L'estetica e la critica letteraria
La concezione estetica di De Sanctis, pur risentendo dell'influsso di Hegel, ha
carattere di forte originalità. L'arte, benché non possa essere considerata avulsa
dalla viva storia morale e politica della nazione di cui è parte, è per lui autonoma,
non destinata a cedere il passo a una sfera superiore dello spirito, la filosofia.

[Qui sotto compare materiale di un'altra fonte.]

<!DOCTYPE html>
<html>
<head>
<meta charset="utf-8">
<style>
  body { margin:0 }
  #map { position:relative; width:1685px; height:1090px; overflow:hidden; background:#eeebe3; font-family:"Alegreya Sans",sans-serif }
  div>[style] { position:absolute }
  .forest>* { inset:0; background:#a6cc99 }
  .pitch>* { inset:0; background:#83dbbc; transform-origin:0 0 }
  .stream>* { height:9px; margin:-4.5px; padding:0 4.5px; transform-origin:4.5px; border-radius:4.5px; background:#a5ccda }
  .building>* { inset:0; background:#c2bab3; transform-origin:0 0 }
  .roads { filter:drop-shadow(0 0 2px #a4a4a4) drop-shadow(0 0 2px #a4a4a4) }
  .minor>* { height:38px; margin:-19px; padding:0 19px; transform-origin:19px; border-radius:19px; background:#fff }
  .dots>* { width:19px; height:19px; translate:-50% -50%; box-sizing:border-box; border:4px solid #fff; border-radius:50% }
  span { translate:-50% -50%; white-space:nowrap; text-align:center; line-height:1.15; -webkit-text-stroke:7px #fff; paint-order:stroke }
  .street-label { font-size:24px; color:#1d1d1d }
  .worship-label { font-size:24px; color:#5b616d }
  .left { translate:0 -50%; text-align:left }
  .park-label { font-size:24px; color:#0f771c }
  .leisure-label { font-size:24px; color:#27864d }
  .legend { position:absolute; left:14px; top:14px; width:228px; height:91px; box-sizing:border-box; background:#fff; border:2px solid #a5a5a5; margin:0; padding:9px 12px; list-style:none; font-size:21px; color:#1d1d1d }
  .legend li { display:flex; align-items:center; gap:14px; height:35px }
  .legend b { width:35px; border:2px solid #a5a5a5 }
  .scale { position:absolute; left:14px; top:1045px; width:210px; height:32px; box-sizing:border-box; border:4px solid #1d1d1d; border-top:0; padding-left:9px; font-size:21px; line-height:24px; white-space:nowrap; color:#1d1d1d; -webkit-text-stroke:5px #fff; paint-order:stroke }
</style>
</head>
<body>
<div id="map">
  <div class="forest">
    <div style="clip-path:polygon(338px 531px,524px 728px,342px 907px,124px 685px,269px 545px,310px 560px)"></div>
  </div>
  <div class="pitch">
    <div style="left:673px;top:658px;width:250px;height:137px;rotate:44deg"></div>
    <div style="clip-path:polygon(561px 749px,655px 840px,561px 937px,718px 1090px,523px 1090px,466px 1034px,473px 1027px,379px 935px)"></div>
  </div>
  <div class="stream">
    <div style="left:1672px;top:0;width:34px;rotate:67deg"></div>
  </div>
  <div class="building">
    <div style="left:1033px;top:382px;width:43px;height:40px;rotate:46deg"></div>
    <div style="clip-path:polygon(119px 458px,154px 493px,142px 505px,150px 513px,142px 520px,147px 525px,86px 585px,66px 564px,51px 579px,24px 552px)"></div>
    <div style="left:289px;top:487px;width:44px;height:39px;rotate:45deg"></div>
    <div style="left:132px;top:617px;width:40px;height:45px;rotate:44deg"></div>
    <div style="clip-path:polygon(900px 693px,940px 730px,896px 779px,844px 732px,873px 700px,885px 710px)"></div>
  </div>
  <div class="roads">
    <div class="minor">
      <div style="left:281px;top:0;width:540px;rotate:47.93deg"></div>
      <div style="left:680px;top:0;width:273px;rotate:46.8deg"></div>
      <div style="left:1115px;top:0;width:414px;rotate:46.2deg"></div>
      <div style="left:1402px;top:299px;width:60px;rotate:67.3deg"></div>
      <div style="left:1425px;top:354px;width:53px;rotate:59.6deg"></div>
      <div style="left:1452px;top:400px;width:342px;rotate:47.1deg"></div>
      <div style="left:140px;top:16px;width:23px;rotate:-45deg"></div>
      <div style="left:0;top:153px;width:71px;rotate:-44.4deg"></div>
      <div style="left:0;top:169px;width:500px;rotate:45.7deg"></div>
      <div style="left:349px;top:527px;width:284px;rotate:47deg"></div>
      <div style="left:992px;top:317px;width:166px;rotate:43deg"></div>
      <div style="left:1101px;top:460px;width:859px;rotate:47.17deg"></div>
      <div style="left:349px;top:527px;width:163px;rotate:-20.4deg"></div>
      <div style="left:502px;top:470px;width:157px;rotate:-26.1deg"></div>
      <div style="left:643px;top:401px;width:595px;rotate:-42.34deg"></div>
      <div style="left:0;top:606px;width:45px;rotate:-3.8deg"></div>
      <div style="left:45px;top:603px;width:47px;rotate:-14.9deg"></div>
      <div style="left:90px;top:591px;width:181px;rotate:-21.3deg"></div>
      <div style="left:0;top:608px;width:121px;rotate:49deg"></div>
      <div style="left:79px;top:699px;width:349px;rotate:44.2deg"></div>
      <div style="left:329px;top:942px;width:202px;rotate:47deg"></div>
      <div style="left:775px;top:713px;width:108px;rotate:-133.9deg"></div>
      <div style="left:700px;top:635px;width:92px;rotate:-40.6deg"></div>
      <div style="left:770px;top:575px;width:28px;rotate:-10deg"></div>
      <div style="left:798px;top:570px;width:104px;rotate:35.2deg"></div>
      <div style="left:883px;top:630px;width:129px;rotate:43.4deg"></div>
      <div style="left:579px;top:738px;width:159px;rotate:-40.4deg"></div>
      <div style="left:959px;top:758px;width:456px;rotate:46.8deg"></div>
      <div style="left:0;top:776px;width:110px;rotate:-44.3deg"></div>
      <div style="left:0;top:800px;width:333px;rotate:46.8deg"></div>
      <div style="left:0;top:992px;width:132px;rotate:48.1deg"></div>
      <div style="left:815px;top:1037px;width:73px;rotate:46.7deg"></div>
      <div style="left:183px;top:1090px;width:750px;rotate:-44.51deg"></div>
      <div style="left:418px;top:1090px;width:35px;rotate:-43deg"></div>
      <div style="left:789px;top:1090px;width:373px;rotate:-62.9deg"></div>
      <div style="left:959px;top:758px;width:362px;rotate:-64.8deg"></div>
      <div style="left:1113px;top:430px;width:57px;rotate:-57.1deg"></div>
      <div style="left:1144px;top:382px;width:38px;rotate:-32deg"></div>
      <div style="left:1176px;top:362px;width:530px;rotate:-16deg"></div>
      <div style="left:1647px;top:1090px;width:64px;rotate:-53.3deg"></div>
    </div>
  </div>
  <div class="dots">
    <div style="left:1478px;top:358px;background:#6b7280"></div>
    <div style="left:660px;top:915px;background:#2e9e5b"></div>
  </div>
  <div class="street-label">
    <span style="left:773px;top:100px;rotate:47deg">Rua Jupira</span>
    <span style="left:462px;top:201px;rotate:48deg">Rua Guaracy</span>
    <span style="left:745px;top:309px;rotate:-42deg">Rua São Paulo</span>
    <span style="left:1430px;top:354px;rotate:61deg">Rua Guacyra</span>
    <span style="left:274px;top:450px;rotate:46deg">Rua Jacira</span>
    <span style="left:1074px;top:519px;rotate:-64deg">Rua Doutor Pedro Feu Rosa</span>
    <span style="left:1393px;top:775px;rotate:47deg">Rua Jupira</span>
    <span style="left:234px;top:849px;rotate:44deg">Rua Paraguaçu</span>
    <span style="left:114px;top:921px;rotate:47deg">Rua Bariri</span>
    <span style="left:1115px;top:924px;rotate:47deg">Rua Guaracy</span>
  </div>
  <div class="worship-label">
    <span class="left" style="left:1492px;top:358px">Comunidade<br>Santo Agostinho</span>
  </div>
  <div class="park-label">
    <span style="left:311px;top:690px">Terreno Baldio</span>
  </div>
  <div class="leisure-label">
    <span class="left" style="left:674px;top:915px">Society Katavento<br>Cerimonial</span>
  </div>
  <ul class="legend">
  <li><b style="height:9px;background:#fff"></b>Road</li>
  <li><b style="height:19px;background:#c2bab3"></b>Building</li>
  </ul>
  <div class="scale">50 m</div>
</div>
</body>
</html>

L'opera d'arte non si può ridurre né a un contenuto di pensiero astratto o di fatti
concreti, né alla semplice forma; essa è creazione spontanea e fantastica dell'artista,
forma che include in sé il contenuto, entità unica, irripetibile e compiuta. L'artista,
però, non la crea dal nulla, ma solo elaborando un "argomento" dato, il quale
impone a sua volta una "situazione" che genera l'ossatura dell'opera e,
indirettamente, il suo stile. Al tempo stesso l'artista non è un uomo isolato ed
estraneo alla società, ma risente entro il proprio animo delle condizioni e degli
eventi della nazione a cui appartiene, nonché della sua tradizione artistica. Queste
sedimentazioni della realtà esterna mettono in moto la fantasia dell'artista e la
spingono a "rappresentare", senza peraltro che vi sia una relazione meccanica di
causa-effetto tra realtà e creazione artistica.